Ce que raconte ce roman :

Malgré la déchéance alcoolisée dans laquelle il a sombré ces derniers temps, le Dr Kaikobad est en réalité un éminent scientifique, et émissaire des Djinns dans son temps libre. Son fils, Indelbed découvrira le passe-temps caché de son père après que celui-ci tombe dans un étrange coma. Au même temps il décèle l’énigme de l’origine de sa mère, qu’il n’a jamais vraiment connu. Après le passage mystérieux d’un autre émissaire des Djinns, la trace d’Indelbed se perd. Du coup, sa tante Juny et le fils de celle-ci, Rais, commencent à enquêter sur la disparition de ce cousin fade et timide dont ils connaissent en réalité très peu.

Farce chez les Djinns :

‘Djinn city’ est un livre curieux et bien sympa, porté par une imagination absolument débordante, qui se lit assez facilement malgré ses plus de 400 pages (500 dans la version française), mais pêche un petit peu du manque d’un sujet un peu plus profond, et d’un peu plus de travail sur les personnages. J’hésite à revendiquer le genre de réalisme magique pour ce livre car le côté littérature de jeunesse est un peu trop appuyé, dans le sens que la narration est largement basée sur le plot driven : L’intrigue est le moteur de l’action et les rebondissements (il y a des dizaines) sont imposés aux personnages sans qu’il y ait une vraie réflexion. On aurait vraiment souhaité un travail un peu plus character driven pour ce livre, avec une intrigue qui se déroule à partir des personnages et pas imposée à eux. Le matériel était tout fait pour, avec une bonne vingtaine des personnages assez marqués, chacun avec sa personnalité, ses ambitions et ses petites faiblesses.

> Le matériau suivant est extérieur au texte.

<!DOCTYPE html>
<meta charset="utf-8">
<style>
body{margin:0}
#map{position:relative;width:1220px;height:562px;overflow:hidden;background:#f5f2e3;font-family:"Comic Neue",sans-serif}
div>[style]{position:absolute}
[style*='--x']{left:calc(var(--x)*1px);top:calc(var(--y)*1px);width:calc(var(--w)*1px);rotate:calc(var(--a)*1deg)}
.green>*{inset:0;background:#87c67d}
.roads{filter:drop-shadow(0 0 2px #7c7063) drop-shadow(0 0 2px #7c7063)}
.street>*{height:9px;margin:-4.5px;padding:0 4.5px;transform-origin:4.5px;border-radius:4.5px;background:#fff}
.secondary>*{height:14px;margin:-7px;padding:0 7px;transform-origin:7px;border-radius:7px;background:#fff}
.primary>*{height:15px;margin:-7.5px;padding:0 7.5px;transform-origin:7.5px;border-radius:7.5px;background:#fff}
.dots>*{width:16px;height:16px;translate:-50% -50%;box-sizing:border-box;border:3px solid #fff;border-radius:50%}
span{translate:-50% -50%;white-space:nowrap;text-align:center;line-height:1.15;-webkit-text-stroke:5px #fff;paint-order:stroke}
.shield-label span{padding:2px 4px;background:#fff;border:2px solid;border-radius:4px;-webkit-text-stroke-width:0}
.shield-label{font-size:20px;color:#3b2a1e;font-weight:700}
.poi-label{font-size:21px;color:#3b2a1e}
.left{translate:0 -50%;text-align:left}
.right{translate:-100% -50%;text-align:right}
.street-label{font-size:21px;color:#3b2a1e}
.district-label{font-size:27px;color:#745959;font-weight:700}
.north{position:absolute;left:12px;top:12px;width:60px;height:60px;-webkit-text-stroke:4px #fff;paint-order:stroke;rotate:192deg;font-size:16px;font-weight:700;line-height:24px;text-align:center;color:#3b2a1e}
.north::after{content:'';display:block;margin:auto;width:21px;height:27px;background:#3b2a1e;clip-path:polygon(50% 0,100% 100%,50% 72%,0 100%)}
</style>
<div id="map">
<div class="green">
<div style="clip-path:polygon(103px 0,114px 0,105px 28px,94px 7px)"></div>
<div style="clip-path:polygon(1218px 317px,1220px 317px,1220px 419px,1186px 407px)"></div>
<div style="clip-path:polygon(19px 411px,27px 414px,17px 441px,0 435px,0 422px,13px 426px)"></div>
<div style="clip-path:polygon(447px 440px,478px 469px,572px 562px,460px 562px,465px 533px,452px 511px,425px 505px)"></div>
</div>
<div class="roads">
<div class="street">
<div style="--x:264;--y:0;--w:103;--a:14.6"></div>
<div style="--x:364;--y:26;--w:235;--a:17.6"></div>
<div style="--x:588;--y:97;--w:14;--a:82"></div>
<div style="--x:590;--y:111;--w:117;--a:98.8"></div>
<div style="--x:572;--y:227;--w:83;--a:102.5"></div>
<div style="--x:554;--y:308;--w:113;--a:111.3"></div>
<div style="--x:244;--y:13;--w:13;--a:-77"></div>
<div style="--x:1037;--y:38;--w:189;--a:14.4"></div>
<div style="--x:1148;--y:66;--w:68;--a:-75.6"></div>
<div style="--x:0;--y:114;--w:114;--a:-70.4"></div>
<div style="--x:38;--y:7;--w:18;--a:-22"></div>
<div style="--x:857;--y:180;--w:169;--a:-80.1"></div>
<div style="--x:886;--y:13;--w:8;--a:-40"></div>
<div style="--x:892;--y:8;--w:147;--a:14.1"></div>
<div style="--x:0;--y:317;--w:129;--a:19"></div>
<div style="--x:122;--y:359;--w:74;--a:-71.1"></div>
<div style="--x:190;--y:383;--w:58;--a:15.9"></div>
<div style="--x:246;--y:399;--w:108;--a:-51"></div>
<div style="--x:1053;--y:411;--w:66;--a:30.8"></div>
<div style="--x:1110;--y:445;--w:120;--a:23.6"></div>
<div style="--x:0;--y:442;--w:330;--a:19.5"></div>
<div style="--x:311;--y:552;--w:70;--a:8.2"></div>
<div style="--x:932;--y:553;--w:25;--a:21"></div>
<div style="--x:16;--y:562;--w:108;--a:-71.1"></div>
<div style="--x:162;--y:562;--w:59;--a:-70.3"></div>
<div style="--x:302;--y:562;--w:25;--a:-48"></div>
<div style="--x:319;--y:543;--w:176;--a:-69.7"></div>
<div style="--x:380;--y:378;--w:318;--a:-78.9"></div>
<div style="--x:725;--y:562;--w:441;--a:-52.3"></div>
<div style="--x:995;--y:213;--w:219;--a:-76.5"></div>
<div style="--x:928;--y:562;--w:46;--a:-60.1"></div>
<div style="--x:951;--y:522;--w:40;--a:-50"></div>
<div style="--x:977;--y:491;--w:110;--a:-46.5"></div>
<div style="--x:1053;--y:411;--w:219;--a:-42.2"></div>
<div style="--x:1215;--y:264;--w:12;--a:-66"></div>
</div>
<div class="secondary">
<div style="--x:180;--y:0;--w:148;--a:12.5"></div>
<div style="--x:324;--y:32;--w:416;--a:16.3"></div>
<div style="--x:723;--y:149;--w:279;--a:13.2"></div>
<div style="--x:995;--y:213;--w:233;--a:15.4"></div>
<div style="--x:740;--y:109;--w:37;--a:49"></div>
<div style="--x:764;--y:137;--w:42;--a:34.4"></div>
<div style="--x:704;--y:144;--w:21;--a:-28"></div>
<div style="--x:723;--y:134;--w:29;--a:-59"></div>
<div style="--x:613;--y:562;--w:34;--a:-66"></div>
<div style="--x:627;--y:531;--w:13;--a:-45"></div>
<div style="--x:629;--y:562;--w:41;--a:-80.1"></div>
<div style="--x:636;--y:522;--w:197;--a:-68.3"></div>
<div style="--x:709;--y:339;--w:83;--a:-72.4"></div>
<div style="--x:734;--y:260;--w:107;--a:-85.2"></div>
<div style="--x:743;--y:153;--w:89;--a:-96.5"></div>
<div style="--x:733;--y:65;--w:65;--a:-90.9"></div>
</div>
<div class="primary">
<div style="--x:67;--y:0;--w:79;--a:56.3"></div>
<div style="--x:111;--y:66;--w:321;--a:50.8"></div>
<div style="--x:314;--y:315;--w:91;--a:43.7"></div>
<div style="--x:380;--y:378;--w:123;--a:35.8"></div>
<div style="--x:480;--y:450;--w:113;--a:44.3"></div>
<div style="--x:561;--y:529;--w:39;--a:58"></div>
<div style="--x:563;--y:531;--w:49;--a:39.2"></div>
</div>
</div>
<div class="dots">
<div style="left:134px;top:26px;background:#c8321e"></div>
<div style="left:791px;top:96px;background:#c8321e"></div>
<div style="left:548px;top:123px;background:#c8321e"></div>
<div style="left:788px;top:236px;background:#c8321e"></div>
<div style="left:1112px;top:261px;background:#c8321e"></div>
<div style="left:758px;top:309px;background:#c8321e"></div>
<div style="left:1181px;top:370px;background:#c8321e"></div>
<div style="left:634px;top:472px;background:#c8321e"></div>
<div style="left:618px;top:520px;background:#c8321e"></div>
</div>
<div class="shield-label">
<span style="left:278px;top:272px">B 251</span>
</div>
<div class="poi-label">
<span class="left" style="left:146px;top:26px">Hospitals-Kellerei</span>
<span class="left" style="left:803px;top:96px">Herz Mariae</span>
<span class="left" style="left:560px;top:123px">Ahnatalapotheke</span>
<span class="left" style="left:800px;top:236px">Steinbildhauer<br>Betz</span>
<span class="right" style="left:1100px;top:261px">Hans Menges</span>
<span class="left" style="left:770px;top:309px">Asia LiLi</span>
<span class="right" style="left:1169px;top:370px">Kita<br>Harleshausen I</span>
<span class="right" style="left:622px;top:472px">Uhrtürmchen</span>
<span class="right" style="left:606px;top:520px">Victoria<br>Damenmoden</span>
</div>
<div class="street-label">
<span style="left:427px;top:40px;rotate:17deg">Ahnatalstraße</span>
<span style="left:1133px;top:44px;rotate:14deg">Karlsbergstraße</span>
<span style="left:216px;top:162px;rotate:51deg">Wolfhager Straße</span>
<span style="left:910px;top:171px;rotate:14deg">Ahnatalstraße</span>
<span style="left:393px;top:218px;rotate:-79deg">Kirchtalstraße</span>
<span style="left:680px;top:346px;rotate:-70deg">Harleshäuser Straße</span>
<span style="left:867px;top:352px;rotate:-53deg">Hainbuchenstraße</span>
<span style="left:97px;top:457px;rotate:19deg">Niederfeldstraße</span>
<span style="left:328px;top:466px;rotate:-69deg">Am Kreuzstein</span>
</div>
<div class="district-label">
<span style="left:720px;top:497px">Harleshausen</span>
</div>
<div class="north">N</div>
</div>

Mais malgré ces petits hics, le livre se dévore, notamment par son rythme soutenu et son storytelling fabuleux. L’univers flamboyant concocté par Saad Z. Hossain est original, solide et bien réfléchi, et fait cible même chez des lecteurs qui ne seront pas particulièrement intéressés aux mondes fantastiques. Car ici, toutes ces extravagances rocambolesques deviennent métaphore de l’être humain, ses misères et ses faiblesses. Les personnages ne sont jamais ni bons ni méchants, ils sont toujours pleins de nuances et facettes.

Génétique, politique, écologie, histoire, les sujets et thématiques sont très divers, et il y a aussi un foisonnement constant des situations abracadabrantes. Champs de force magiques, portails vers un autre temps et dimension, gros engins volants, découvertes génétiques ahurissantes, cités mythiques disparues, prisons mentales, larves de dragon… Oui, c’est très loufoque, mais malgré toute cette bizarrerie, le roman s’encre fondamentalement dans un univers réel, peuplé par des humains mais aussi par des djinns. C’est ce mélange entre un quotidien assez réel et l’univers absolument fantastique décrit par l’auteur, ce qui fait tout le charme de ce roman unique.

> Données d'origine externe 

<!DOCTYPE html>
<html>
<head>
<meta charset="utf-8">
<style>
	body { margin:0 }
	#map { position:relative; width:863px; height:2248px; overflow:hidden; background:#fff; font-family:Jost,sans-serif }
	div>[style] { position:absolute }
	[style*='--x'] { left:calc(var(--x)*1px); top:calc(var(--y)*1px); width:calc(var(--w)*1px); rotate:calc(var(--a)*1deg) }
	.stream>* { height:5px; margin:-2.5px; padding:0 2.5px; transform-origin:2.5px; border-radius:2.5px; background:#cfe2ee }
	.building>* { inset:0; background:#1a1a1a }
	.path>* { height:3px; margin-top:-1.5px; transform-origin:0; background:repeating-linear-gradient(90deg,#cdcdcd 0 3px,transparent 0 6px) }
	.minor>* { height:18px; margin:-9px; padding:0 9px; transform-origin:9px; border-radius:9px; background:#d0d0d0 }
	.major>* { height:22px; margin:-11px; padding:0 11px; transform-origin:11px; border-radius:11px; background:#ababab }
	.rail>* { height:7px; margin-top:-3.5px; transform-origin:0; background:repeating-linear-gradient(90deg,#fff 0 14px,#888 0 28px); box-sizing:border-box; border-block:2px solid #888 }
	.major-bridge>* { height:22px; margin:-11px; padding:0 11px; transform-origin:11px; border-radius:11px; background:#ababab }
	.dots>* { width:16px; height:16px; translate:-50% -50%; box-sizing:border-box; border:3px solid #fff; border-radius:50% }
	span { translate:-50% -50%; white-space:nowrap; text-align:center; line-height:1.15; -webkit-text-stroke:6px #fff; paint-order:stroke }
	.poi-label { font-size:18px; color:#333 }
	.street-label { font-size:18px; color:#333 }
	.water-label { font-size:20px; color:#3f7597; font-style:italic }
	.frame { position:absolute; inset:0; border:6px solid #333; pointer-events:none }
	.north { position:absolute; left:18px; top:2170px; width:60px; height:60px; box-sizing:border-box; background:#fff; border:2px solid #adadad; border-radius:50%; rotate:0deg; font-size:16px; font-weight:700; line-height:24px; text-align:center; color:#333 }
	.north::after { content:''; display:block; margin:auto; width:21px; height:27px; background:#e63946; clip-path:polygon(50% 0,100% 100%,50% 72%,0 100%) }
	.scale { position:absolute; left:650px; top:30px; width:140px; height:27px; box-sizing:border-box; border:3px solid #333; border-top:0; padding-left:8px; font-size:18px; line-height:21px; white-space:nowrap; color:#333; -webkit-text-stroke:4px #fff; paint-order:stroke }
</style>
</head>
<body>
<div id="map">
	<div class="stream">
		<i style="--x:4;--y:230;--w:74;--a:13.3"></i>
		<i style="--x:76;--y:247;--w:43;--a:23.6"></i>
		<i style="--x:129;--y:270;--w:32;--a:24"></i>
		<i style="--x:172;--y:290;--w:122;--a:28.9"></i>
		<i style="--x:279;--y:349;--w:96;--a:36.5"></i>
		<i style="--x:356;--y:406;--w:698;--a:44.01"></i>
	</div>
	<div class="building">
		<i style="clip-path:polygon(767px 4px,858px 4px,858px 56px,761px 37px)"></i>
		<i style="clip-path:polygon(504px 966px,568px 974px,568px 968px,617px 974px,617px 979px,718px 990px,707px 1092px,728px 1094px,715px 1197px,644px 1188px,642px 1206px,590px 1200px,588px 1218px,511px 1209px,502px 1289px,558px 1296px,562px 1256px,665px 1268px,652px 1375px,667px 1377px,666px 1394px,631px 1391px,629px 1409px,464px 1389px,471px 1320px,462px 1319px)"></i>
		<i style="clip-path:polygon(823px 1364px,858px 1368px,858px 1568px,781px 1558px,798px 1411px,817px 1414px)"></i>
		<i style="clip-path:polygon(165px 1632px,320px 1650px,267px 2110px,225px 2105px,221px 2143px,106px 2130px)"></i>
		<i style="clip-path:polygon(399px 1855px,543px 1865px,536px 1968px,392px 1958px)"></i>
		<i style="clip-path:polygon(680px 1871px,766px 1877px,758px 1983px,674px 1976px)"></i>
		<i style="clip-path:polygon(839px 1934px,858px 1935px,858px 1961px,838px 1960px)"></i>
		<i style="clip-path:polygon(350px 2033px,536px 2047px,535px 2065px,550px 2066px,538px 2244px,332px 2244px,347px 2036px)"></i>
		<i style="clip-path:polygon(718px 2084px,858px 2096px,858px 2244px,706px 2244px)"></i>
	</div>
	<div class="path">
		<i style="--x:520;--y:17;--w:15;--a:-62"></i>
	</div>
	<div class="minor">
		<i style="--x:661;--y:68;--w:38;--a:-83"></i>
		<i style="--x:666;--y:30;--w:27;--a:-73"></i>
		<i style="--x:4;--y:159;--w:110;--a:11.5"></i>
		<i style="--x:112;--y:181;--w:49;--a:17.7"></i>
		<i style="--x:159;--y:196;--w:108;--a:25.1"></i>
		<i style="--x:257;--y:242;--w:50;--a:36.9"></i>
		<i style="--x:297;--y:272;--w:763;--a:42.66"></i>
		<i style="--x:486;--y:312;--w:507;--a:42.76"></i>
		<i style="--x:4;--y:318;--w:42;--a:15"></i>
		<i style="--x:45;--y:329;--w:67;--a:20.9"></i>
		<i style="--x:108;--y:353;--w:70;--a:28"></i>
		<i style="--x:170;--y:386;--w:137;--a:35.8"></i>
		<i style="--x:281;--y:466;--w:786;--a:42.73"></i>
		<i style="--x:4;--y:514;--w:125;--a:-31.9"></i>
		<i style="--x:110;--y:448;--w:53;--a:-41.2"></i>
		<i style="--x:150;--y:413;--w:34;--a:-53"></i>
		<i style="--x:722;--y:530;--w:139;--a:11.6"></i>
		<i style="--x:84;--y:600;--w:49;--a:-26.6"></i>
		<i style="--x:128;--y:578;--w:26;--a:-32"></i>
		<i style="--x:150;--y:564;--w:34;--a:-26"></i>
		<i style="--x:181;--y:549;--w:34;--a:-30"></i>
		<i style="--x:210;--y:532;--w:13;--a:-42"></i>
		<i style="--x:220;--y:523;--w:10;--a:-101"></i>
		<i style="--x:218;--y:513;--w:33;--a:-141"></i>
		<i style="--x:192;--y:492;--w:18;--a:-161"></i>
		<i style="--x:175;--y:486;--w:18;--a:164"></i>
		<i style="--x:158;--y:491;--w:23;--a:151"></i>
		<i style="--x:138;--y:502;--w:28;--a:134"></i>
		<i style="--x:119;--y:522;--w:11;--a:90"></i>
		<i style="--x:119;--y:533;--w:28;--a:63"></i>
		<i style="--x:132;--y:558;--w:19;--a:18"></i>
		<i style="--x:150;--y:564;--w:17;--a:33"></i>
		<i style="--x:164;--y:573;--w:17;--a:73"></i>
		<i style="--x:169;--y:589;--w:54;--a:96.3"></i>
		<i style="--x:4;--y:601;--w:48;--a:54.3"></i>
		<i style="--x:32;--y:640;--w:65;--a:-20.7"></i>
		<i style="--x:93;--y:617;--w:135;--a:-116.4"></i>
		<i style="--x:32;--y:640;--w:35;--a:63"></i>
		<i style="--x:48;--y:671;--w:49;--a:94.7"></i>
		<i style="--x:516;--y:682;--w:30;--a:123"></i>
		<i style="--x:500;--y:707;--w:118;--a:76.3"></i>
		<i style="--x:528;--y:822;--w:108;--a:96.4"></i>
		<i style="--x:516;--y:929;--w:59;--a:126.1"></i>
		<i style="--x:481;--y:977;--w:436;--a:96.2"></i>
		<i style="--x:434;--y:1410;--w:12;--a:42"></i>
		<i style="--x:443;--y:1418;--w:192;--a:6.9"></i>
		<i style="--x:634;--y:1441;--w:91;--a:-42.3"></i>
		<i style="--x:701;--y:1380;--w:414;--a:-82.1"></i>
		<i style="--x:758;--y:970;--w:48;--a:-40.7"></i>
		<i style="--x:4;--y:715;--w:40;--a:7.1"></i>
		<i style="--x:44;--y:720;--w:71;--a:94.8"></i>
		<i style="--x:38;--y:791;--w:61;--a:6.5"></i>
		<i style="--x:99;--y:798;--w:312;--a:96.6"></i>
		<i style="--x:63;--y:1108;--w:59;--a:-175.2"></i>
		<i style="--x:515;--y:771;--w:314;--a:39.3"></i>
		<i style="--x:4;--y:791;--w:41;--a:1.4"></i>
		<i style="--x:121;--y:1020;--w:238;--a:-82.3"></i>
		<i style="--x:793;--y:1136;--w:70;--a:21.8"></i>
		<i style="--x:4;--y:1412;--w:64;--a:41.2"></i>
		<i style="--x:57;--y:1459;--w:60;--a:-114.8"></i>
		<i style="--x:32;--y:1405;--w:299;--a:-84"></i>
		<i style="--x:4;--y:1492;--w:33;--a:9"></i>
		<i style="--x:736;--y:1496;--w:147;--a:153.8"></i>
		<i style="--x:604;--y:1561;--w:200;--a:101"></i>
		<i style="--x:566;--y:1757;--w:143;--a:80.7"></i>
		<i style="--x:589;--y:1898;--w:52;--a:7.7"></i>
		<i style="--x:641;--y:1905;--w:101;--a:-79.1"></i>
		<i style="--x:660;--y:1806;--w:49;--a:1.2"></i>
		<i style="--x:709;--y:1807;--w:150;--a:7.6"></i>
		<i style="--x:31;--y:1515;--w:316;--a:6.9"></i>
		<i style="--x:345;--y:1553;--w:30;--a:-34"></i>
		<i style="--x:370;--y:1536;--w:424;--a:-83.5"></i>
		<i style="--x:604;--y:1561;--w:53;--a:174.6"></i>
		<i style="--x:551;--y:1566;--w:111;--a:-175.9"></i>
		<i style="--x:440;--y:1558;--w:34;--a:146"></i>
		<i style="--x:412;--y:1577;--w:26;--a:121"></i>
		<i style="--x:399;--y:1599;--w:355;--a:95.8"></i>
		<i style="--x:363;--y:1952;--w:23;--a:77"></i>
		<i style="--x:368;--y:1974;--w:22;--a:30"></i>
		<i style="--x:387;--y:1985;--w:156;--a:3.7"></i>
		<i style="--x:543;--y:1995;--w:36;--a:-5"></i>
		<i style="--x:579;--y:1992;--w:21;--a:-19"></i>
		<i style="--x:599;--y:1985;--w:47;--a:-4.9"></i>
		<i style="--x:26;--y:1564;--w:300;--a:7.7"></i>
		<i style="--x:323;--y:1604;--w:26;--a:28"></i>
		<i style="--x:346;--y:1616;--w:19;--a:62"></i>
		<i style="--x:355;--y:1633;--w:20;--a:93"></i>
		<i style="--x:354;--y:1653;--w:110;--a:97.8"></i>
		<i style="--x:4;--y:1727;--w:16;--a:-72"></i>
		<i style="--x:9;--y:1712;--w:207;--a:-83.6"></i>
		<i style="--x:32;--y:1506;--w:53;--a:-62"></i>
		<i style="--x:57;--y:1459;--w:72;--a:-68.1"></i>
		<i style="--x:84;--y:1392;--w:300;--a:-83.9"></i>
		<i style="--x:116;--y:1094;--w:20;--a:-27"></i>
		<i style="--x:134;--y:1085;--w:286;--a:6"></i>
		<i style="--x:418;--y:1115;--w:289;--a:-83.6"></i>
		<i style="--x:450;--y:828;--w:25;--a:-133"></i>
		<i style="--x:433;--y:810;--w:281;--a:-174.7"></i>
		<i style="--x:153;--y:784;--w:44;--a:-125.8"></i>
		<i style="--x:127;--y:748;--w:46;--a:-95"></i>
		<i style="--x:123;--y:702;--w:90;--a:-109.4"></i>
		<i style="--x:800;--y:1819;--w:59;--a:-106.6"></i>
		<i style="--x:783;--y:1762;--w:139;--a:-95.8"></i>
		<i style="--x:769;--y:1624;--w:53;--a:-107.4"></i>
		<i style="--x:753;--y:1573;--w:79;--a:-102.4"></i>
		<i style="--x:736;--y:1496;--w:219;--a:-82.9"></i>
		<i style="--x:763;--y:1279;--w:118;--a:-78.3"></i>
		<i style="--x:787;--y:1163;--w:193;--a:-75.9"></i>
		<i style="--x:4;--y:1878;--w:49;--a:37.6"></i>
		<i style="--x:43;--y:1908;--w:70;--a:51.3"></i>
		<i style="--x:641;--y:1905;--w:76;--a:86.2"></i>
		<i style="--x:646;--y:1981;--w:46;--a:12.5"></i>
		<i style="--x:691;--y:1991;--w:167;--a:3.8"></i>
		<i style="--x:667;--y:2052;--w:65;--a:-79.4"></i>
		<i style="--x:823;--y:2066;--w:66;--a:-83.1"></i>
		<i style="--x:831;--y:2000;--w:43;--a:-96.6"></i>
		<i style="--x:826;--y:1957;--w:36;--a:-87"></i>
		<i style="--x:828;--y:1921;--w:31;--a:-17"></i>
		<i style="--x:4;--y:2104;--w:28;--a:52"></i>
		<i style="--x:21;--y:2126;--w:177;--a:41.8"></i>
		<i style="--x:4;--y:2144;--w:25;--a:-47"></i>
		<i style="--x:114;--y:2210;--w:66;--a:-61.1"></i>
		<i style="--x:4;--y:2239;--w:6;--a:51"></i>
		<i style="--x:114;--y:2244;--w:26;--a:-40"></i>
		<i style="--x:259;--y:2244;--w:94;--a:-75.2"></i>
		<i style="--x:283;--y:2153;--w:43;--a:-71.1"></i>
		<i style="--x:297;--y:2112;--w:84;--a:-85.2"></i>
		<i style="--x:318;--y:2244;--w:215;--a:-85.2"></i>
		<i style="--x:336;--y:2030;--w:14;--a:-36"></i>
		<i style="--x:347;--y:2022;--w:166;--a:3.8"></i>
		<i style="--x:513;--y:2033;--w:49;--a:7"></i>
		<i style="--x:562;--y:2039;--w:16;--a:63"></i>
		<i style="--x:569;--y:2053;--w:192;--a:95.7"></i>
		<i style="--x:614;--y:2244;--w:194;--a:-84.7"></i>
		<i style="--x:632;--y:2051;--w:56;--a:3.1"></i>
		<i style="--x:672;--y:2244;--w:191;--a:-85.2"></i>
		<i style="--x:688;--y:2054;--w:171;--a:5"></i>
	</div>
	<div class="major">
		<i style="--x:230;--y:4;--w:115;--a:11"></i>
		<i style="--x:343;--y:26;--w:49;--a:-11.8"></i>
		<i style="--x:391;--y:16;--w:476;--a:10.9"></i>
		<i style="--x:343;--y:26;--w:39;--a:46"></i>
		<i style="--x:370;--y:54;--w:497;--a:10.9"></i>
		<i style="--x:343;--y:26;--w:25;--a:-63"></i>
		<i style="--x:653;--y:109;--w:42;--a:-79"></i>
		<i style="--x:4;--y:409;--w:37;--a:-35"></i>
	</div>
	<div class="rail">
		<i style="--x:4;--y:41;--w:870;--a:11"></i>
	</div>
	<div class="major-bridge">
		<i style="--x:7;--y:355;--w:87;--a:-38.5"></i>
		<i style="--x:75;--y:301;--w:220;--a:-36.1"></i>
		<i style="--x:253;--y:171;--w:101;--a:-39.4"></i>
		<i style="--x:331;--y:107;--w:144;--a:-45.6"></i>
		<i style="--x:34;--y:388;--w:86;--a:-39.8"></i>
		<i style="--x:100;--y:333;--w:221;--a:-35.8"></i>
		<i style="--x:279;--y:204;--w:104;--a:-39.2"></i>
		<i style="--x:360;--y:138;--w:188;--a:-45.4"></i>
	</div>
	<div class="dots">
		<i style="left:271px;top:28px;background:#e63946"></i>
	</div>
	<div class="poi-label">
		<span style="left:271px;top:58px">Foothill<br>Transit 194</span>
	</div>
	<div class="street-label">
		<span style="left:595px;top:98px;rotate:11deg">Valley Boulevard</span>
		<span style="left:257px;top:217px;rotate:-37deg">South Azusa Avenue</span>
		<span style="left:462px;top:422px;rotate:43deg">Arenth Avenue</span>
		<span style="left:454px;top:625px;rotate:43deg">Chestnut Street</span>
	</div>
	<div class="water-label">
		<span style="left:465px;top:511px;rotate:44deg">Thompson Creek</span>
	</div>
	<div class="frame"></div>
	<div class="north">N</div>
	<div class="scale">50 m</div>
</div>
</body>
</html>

A la façon des dieux de la mythologie grecque, les djinns, créatures fantastiques de la mythologie arabe, sont réinterprètes dans ‘Djinn city’ comme des êtres égotistes, capricieux et plus humains que les humains. Ils sont hauts en couleur, colériques et très enclins aux emportements. Même si le drame n’est jamais pas loin, tout ce terrain est fertile pour la farce, le satyre, et un humour au cynisme désopilant. L’univers de ces Djinns est régi par des étranges codes sociaux et par des obscures bureaucraties, visiblement d’importance capitale. La politique chez les Djinns est aussi très riche et amusante, avec des divisions marquées, surtout par les prises de position par rapport à l’origine des Djnns.

Les Djinns sont souvent arrogants et la plupart d’eux trouvent, dans une espèce de racisme décomplexé, que les humains sont des êtres inférieurs et pathétiques. Mais l’expansion des humains ces derniers siècles inquiète les Djinns. Ils cohabitent secrètement parmi nous depuis des milliers d’années, mais le cycle vital de leur présence sur terre semble créer un débat complexe au sein de la communauté Djinn. Tandis que leur futur est en jeu, quelques pauvres humains essaient de trouver un sens à tout cet univers aussi secret qu’étrange et grotesque.

Attention, la fin (que je ne spoilerai pas) ne va pas clore la narration, ‘Djinn city’ serait le premier volume d’une série de romans. Ce dénouement abrupt peut être vu comme un petit bémol même si l’auteur continue avec ses bizarreries dans des futures extensions de cet univers si particulier. Un autre roman de Houssain nommé ‘Cyber Mage’ est placé dans le même univers, mais ce n’est pas sûr qu’il propose une vraie clôture des évènements de ‘Djinn city’.


Citation :

« Nous errons tous, perdus sur une même voie, sans caractère divin ni destin particulier, sinon ce que nous faisons de nous-mêmes, notre seule noblesse, celle que l’on affiche. Pauvres créatures à la dérive, des fantômes, en vérité, attendant qu’un vent cosmique nous efface de l’échiquier. »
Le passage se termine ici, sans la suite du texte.